Sample size and sampling
For sample size calculation to assess susceptibility to malaria, there are no guidelines or literature that could be used in the prevention of re-establishment phase. Hence, we considered the number of Sri Lankans traveling overseas as the most important variable to consider in sample size calculation. In 2014, 1,311,258 Sri Lankans departed from the Bandaranaike International Airport which was about 6% of the estimated population [24]. Therefore, to estimate the proportion of Sri Lankans traveling overseas in a year as 6%, with a margin of error ranging from 4.5%-7.5% for a 95% confidence interval, assuming a design effect of 3.2 for using cluster sampling (cluster size of 12), and a non-response rate of 10%, a sample of 3424 households had to be surveyed [25]. Households were selected equally from among the 25 districts proportionate to population in urban, rural and estate sectors. Therefore, from each district 137 households had to be surveyed from 11.4 clusters per district. Hence, twelve clusters of 12 households from each cluster were randomly selected from each district (25districts × 12 PHM clusters ×12 households) to give a total sample size of 3600 households.

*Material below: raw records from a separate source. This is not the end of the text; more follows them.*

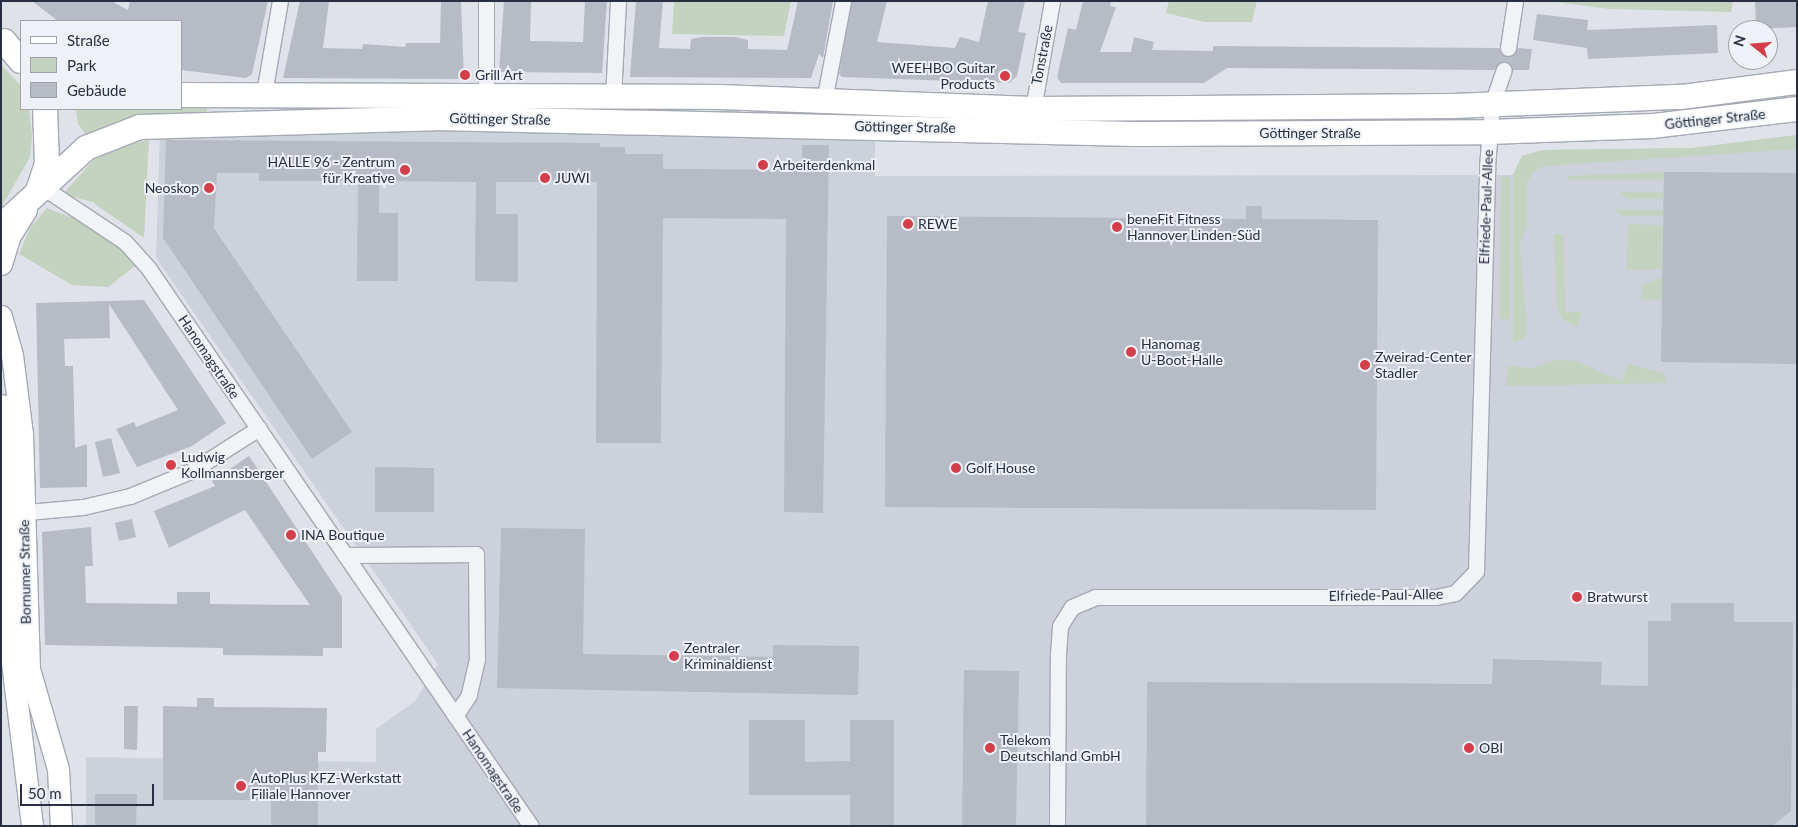 <!DOCTYPE html>
<html>
<head>
<meta charset="utf-8">
<style>
	body { margin:0 }
	#map { position:relative; width:1798px; height:827px; overflow:hidden; background:#dfe2e9; font-family:Lato,sans-serif }
	div>[style] { position:absolute }
	.built>* { inset:0; background:#cdd1db }
	.green>* { inset:0; background:#c3d3c0 }
	.building>* { inset:0; background:#b6bbc6 }
	.minor-tunnel>* { height:15px; margin-top:-7.5px; transform-origin:0; background:repeating-linear-gradient(90deg,#babec7 0 15px,transparent 0 23px) }
	.roads { filter:drop-shadow(1px 0 #a4a9b3) drop-shadow(-1px 0 #a4a9b3) drop-shadow(0 1px #a4a9b3) drop-shadow(0 -1px #a4a9b3) }
	.minor>* { height:15px; margin:-7.5px; padding:0 7.5px; transform-origin:7.5px; border-radius:7.5px; background:#f2f3f7 }
	.secondary>* { height:21px; margin:-10.5px; padding:0 10.5px; transform-origin:10.5px; border-radius:10.5px; background:#fff }
	.primary>* { height:24px; margin:-12px; padding:0 12px; transform-origin:12px; border-radius:12px; background:#fff }
	.dots>* { width:14px; height:14px; translate:-50% -50%; box-sizing:border-box; border:2px solid #eef1f6; border-radius:50% }
	span { translate:-50% -50%; white-space:nowrap; text-align:center; line-height:1.15; -webkit-text-stroke:4px #eef1f6; paint-order:stroke }
	.street-label { font-size:14px; color:#272f40 }
	.poi-label { font-size:14px; color:#272f40 }
	.right { translate:-100% -50%; text-align:right }
	.left { translate:0 -50%; text-align:left }
	.frame { position:absolute; inset:0; border:2px solid #272f40; pointer-events:none }
	.legend { position:absolute; left:20px; top:20px; width:162px; height:90px; box-sizing:border-box; background:#eef1f6; border:1px solid #9ea3ad; margin:0; padding:6px 9px; list-style:none; font-size:15px; color:#272f40 }
	.legend li { display:flex; align-items:center; gap:10px; height:25px }
	.legend b { width:25px; border:1px solid #9ea3ad }
	.north { position:absolute; left:1728px; top:20px; width:50px; height:50px; box-sizing:border-box; background:#eef1f6; border:1px solid #9ea3ad; border-radius:50%; rotate:287deg; font-size:14px; font-weight:700; line-height:20px; text-align:center; color:#272f40 }
	.north::after { content:''; display:block; margin:auto; width:18px; height:22px; background:#d23f4a; clip-path:polygon(50% 0,100% 100%,50% 72%,0 100%) }
	.scale { position:absolute; left:20px; top:784px; width:134px; height:22px; box-sizing:border-box; border:2px solid #272f40; border-top:0; padding-left:6px; font-size:15px; line-height:18px; white-space:nowrap; color:#272f40; -webkit-text-stroke:4px #eef1f6; paint-order:stroke }
</style>
</head>
<body>
<div id="map">
	<div class="built">
		<i style="clip-path:polygon(620px 128px,875px 132px,875px 176px,1513px 175px,1522px 156px,1542px 150px,1692px 148px,1797px 135px,1797px 826px,86px 826px,86px 757px,376px 762px,376px 729px,415px 701px,438px 664px,156px 258px,160px 134px)"></i>
	</div>
	<div class="green">
		<i style="clip-path:polygon(674px 1px,791px 1px,784px 36px,672px 34px)"></i>
		<i style="clip-path:polygon(1169px 1px,1257px 1px,1252px 22px,1204px 22px,1166px 13px)"></i>
		<i style="clip-path:polygon(1549px 1px,1733px 1px,1731px 12px,1610px 9px)"></i>
		<i style="clip-path:polygon(1px 64px,21px 86px,21px 109px,29px 109px,32px 135px,30px 157px,1px 208px)"></i>
		<i style="clip-path:polygon(181px 105px,207px 108px,207px 116px,88px 138px,78px 124px,76px 109px,181px 109px)"></i>
		<i style="clip-path:polygon(1797px 135px,1797px 149px,1545px 166px,1533px 172px,1527px 183px,1527px 226px,1520px 244px,1527px 331px,1524px 339px,1513px 343px,1513px 175px,1522px 156px,1542px 150px,1692px 148px)"></i>
		<i style="clip-path:polygon(149px 139px,144px 238px,92px 202px,63px 194px,99px 154px)"></i>
		<i style="clip-path:polygon(1664px 172px,1663px 180px,1568px 180px,1568px 176px)"></i>
		<i style="clip-path:polygon(1501px 177px,1510px 177px,1509px 319px,1500px 319px)"></i>
		<i style="clip-path:polygon(1620px 192px,1663px 192px,1663px 199px,1628px 199px)"></i>
		<i style="clip-path:polygon(47px 208px,83px 222px,119px 246px,136px 265px,108px 287px,72px 285px,19px 254px,30px 228px)"></i>
		<i style="clip-path:polygon(1614px 209px,1663px 210px,1663px 216px,1622px 216px)"></i>
		<i style="clip-path:polygon(1628px 224px,1663px 225px,1662px 269px,1627px 270px)"></i>
		<i style="clip-path:polygon(1554px 234px,1564px 234px,1565px 312px,1582px 312px,1577px 327px,1563px 320px,1557px 307px)"></i>
		<i style="clip-path:polygon(1662px 278px,1662px 300px,1641px 300px,1642px 284px)"></i>
		<i style="clip-path:polygon(1555px 360px,1576px 361px,1622px 381px,1628px 363px,1665px 374px,1665px 383px,1506px 386px,1508px 366px,1533px 368px)"></i>
	</div>
	<div class="building">
		<i style="clip-path:polygon(32px 1px,111px 1px,128px 10px,130px 1px,268px 1px,252px 74px,246px 78px,181px 70px,181px 21px,58px 21px)"></i>
		<i style="clip-path:polygon(300px 1px,329px 1px,323px 48px,362px 49px,363px 44px,405px 47px,406px 43px,440px 43px,441px 1px,461px 1px,464px 79px,283px 78px)"></i>
		<i style="clip-path:polygon(504px 1px,531px 1px,530px 41px,583px 42px,585px 1px,607px 1px,602px 73px,499px 72px)"></i>
		<i style="clip-path:polygon(636px 1px,663px 1px,659px 48px,690px 49px,691px 39px,701px 37px,735px 37px,748px 40px,748px 49px,787px 50px,798px 1px,833px 1px,823px 58px,819px 54px,811px 78px,630px 77px)"></i>
		<i style="clip-path:polygon(852px 1px,887px 1px,877px 42px,955px 48px,960px 37px,979px 42px,988px 1px,1025px 1px,1018px 32px,1026px 33px,1017px 76px,1009px 83px,842px 77px,839px 74px)"></i>
		<i style="clip-path:polygon(1083px 1px,1111px 1px,1110px 6px,1116px 7px,1100px 52px,1131px 52px,1134px 37px,1154px 42px,1152px 50px,1213px 51px,1213px 46px,1499px 48px,1507px 57px,1517px 48px,1532px 49px,1529px 70px,1513px 70px,1503px 61px,1494px 70px,1227px 68px,1204px 83px,1061px 83px,1057px 77px,1068px 28px,1076px 30px)"></i>
		<i style="clip-path:polygon(1755px 1px,1797px 1px,1797px 27px,1756px 29px)"></i>
		<i style="clip-path:polygon(1537px 14px,1588px 20px,1587px 30px,1717px 25px,1718px 53px,1588px 59px,1587px 48px,1533px 40px)"></i>
		<i style="clip-path:polygon(166px 140px,600px 143px,600px 147px,625px 147px,625px 154px,663px 154px,663px 169px,689px 169px,802px 170px,802px 145px,829px 145px,823px 513px,784px 512px,786px 219px,663px 218px,661px 443px,596px 443px,597px 182px,496px 182px,496px 214px,518px 214px,518px 282px,475px 281px,476px 182px,379px 181px,379px 213px,398px 213px,398px 281px,357px 281px,358px 181px,259px 181px,259px 173px,217px 173px,214px 228px,352px 432px,312px 459px,163px 238px)"></i>
		<i style="clip-path:polygon(1664px 172px,1797px 173px,1797px 364px,1661px 362px)"></i>
		<i style="clip-path:polygon(1246px 206px,1262px 206px,1262px 219px,1378px 220px,1376px 510px,885px 507px,887px 216px,1246px 219px)"></i>
		<i style="clip-path:polygon(144px 300px,226px 423px,192px 446px,137px 467px,116px 429px,134px 422px,136px 427px,178px 410px,109px 304px,110px 338px,64px 339px,65px 366px,73px 366px,75px 448px,87px 444px,87px 487px,40px 488px,36px 303px)"></i>
		<i style="clip-path:polygon(111px 438px,120px 473px,103px 477px,95px 442px)"></i>
		<i style="clip-path:polygon(249px 456px,342px 597px,342px 648px,323px 648px,323px 656px,223px 655px,223px 648px,45px 645px,42px 532px,91px 527px,93px 566px,85px 566px,86px 603px,177px 604px,177px 592px,210px 592px,210px 604px,310px 605px,245px 510px,169px 548px,154px 511px,215px 486px,212px 481px)"></i>
		<i style="clip-path:polygon(375px 467px,434px 468px,434px 512px,375px 512px)"></i>
		<i style="clip-path:polygon(132px 519px,136px 537px,119px 541px,115px 523px)"></i>
		<i style="clip-path:polygon(501px 528px,585px 529px,583px 654px,773px 657px,773px 645px,859px 646px,858px 695px,497px 688px)"></i>
		<i style="clip-path:polygon(1671px 603px,1734px 603px,1734px 622px,1793px 622px,1791px 811px,1772px 826px,1146px 826px,1147px 682px,1492px 684px,1493px 659px,1602px 662px,1601px 685px,1648px 686px,1648px 621px,1671px 621px)"></i>
		<i style="clip-path:polygon(964px 670px,1019px 671px,1016px 826px,962px 826px)"></i>
		<i style="clip-path:polygon(197px 698px,214px 698px,214px 707px,327px 708px,326px 752px,318px 752px,318px 826px,271px 826px,271px 800px,163px 800px,163px 706px,197px 707px)"></i>
		<i style="clip-path:polygon(124px 706px,138px 706px,137px 750px,124px 749px)"></i>
		<i style="clip-path:polygon(749px 720px,805px 720px,805px 762px,850px 761px,850px 720px,894px 720px,894px 826px,850px 826px,850px 795px,749px 795px)"></i>
		<i style="clip-path:polygon(95px 794px,137px 794px,136px 826px,95px 826px)"></i>
	</div>
	<div class="minor-tunnel">
		<i style="left:1504px;top:70px;width:22px;rotate:-80deg"></i>
	</div>
	<div class="roads">
		<div class="minor">
			<i style="left:486px;top:1px;width:94px;rotate:90deg"></i>
			<i style="left:1508px;top:48px;width:48px;rotate:-81.5deg"></i>
			<i style="left:613px;top:97px;width:96px;rotate:-87deg"></i>
			<i style="left:263px;top:99px;width:99px;rotate:-80.2deg"></i>
			<i style="left:824px;top:101px;width:102px;rotate:-79.2deg"></i>
			<i style="left:1033px;top:109px;width:110px;rotate:-80deg"></i>
			<i style="left:44px;top:188px;width:97px;rotate:33.7deg"></i>
			<i style="left:125px;top:242px;width:36px;rotate:48deg"></i>
			<i style="left:149px;top:269px;width:675px;rotate:55.56deg"></i>
			<i style="left:16px;top:513px;width:67px;rotate:-5.1deg"></i>
			<i style="left:83px;top:507px;width:48px;rotate:-13.2deg"></i>
			<i style="left:130px;top:496px;width:68px;rotate:-22.4deg"></i>
			<i style="left:193px;top:470px;width:78px;rotate:-32.5deg"></i>
			<i style="left:345px;top:555px;width:131px;rotate:-0.4deg"></i>
			<i style="left:476px;top:554px;width:105px;rotate:89.5deg"></i>
			<i style="left:477px;top:659px;width:37px;rotate:103deg"></i>
			<i style="left:469px;top:695px;width:25px;rotate:124deg"></i>
			<i style="left:1057px;top:826px;width:171px;rotate:-89.7deg"></i>
			<i style="left:1058px;top:655px;width:29px;rotate:-86deg"></i>
			<i style="left:1060px;top:626px;width:22px;rotate:-58deg"></i>
			<i style="left:1072px;top:607px;width:25px;rotate:-23deg"></i>
			<i style="left:1095px;top:597px;width:341px"></i>
			<i style="left:1436px;top:597px;width:19px;rotate:-12deg"></i>
			<i style="left:1455px;top:593px;width:30px;rotate:-46deg"></i>
			<i style="left:1476px;top:571px;width:404px;rotate:-88.4deg"></i>
			<i style="left:1487px;top:167px;width:63px;rotate:-85.5deg"></i>
			<i style="left:1492px;top:104px;width:36px;rotate:-71deg"></i>
		</div>
		<div class="secondary">
			<i style="left:1px;top:264px;width:28px;rotate:-73deg"></i>
			<i style="left:9px;top:237px;width:32px;rotate:-58deg"></i>
			<i style="left:1px;top:316px;width:41px;rotate:74.2deg"></i>
			<i style="left:12px;top:355px;width:80px;rotate:82.8deg"></i>
			<i style="left:22px;top:434px;width:235px;rotate:88.3deg"></i>
			<i style="left:29px;top:669px;width:104px;rotate:73.8deg"></i>
			<i style="left:58px;top:769px;width:57px;rotate:87deg"></i>
			<i style="left:1px;top:405px;width:241px;rotate:87.9deg"></i>
			<i style="left:10px;top:646px;width:181px;rotate:83deg"></i>
		</div>
		<div class="primary">
			<i style="left:4px;top:41px;width:26px;rotate:50deg"></i>
			<i style="left:181px;top:95px;width:539px;rotate:0.21deg"></i>
			<i style="left:720px;top:97px;width:313px;rotate:2.2deg"></i>
			<i style="left:1033px;top:109px;width:420px;rotate:-0.4deg"></i>
			<i style="left:1453px;top:106px;width:228px;rotate:-2.3deg"></i>
			<i style="left:1681px;top:97px;width:117px;rotate:-7.4deg"></i>
			<i style="left:38px;top:191px;width:29px;rotate:-72deg"></i>
			<i style="left:47px;top:163px;width:54px;rotate:-92.1deg"></i>
			<i style="left:1px;top:226px;width:115px;rotate:-42.5deg"></i>
			<i style="left:86px;top:148px;width:58px;rotate:-21.3deg"></i>
			<i style="left:140px;top:127px;width:295px;rotate:-1.7deg"></i>
			<i style="left:435px;top:118px;width:698px;rotate:1.31deg"></i>
			<i style="left:1133px;top:134px;width:356px;rotate:-0.3deg"></i>
			<i style="left:1489px;top:132px;width:164px;rotate:-2.1deg"></i>
			<i style="left:1653px;top:126px;width:145px;rotate:-6.7deg"></i>
		</div>
	</div>
	<div class="dots">
		<i style="left:465px;top:75px;background:#d23f4a"></i>
		<i style="left:1005px;top:76px;background:#d23f4a"></i>
		<i style="left:763px;top:165px;background:#d23f4a"></i>
		<i style="left:405px;top:170px;background:#d23f4a"></i>
		<i style="left:545px;top:178px;background:#d23f4a"></i>
		<i style="left:209px;top:188px;background:#d23f4a"></i>
		<i style="left:908px;top:224px;background:#d23f4a"></i>
		<i style="left:1117px;top:227px;background:#d23f4a"></i>
		<i style="left:1131px;top:352px;background:#d23f4a"></i>
		<i style="left:1365px;top:365px;background:#d23f4a"></i>
		<i style="left:171px;top:465px;background:#d23f4a"></i>
		<i style="left:956px;top:468px;background:#d23f4a"></i>
		<i style="left:291px;top:535px;background:#d23f4a"></i>
		<i style="left:1577px;top:597px;background:#d23f4a"></i>
		<i style="left:674px;top:656px;background:#d23f4a"></i>
		<i style="left:990px;top:748px;background:#d23f4a"></i>
		<i style="left:1469px;top:748px;background:#d23f4a"></i>
		<i style="left:241px;top:786px;background:#d23f4a"></i>
	</div>
	<div class="street-label">
		<span style="left:1042px;top:55px;rotate:-79deg">Tonstraße</span>
		<span style="left:500px;top:119px;rotate:1deg">Göttinger Straße</span>
		<span style="left:1715px;top:119px;rotate:-6deg">Göttinger Straße</span>
		<span style="left:905px;top:127px;rotate:1deg">Göttinger Straße</span>
		<span style="left:1310px;top:133px">Göttinger Straße</span>
		<span style="left:1486px;top:207px;rotate:-88deg">Elfriede-Paul-Allee</span>
		<span style="left:209px;top:357px;rotate:56deg">Hanomagstraße</span>
		<span style="left:25px;top:572px;rotate:-91deg">Bornumer Straße</span>
		<span style="left:1386px;top:595px;rotate:-1deg">Elfriede-Paul-Allee</span>
		<span style="left:493px;top:771px;rotate:56deg">Hanomagstraße</span>
	</div>
	<div class="poi-label">
		<span class="right" style="left:995px;top:76px">WEEHBO Guitar<br>Products</span>
		<span class="left" style="left:475px;top:75px">Grill Art</span>
		<span class="right" style="left:395px;top:170px">HALLE 96 - Zentrum<br>für Kreative</span>
		<span class="left" style="left:773px;top:165px">Arbeiterdenkmal</span>
		<span class="left" style="left:555px;top:178px">JUWI</span>
		<span class="right" style="left:199px;top:188px">Neoskop</span>
		<span class="left" style="left:1127px;top:227px">beneFit Fitness<br>Hannover Linden-Süd</span>
		<span class="left" style="left:918px;top:224px">REWE</span>
		<span class="left" style="left:1141px;top:352px">Hanomag<br>U-Boot-Halle</span>
		<span class="left" style="left:1375px;top:365px">Zweirad-Center<br>Stadler</span>
		<span class="left" style="left:181px;top:465px">Ludwig<br>Kollmannsberger</span>
		<span class="left" style="left:966px;top:468px">Golf House</span>
		<span class="left" style="left:301px;top:535px">INA Boutique</span>
		<span class="left" style="left:1587px;top:597px">Bratwurst</span>
		<span class="left" style="left:684px;top:656px">Zentraler<br>Kriminaldienst</span>
		<span class="left" style="left:1000px;top:748px">Telekom<br>Deutschland GmbH</span>
		<span class="left" style="left:1479px;top:748px">OBI</span>
		<span class="left" style="left:251px;top:786px">AutoPlus KFZ-Werkstatt<br>Filiale Hannover</span>
	</div>
	<div class="frame"></div>
	<ul class="legend">
	<li><b style="height:6px;background:#fff"></b>Straße</li>
	<li><b style="height:14px;background:#c3d3c0"></b>Park</li>
	<li><b style="height:14px;background:#b6bbc6"></b>Gebäude</li>
	</ul>
	<div class="north">N</div>
	<div class="scale">50 m</div>
</div>
</body>
</html>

A stratified multistage cluster sampling method was used with the primary sampling unit being MOH areas. 6-8 MOH areas were randomly selected from each district. 12 Public Health Midwife (PHM) area clusters were randomly selected from the selected MOH areas (on average 2 PHM clusters per MOH area). From each PHM area cluster, the starting point of the household survey was randomly selected by dropping a headed pin on the PHM area map and the house closest to the pointed edge was selected. After the first house was identified, every tenth house to the left of the selected house was chosen until 12 households for that PHM area were surveyed.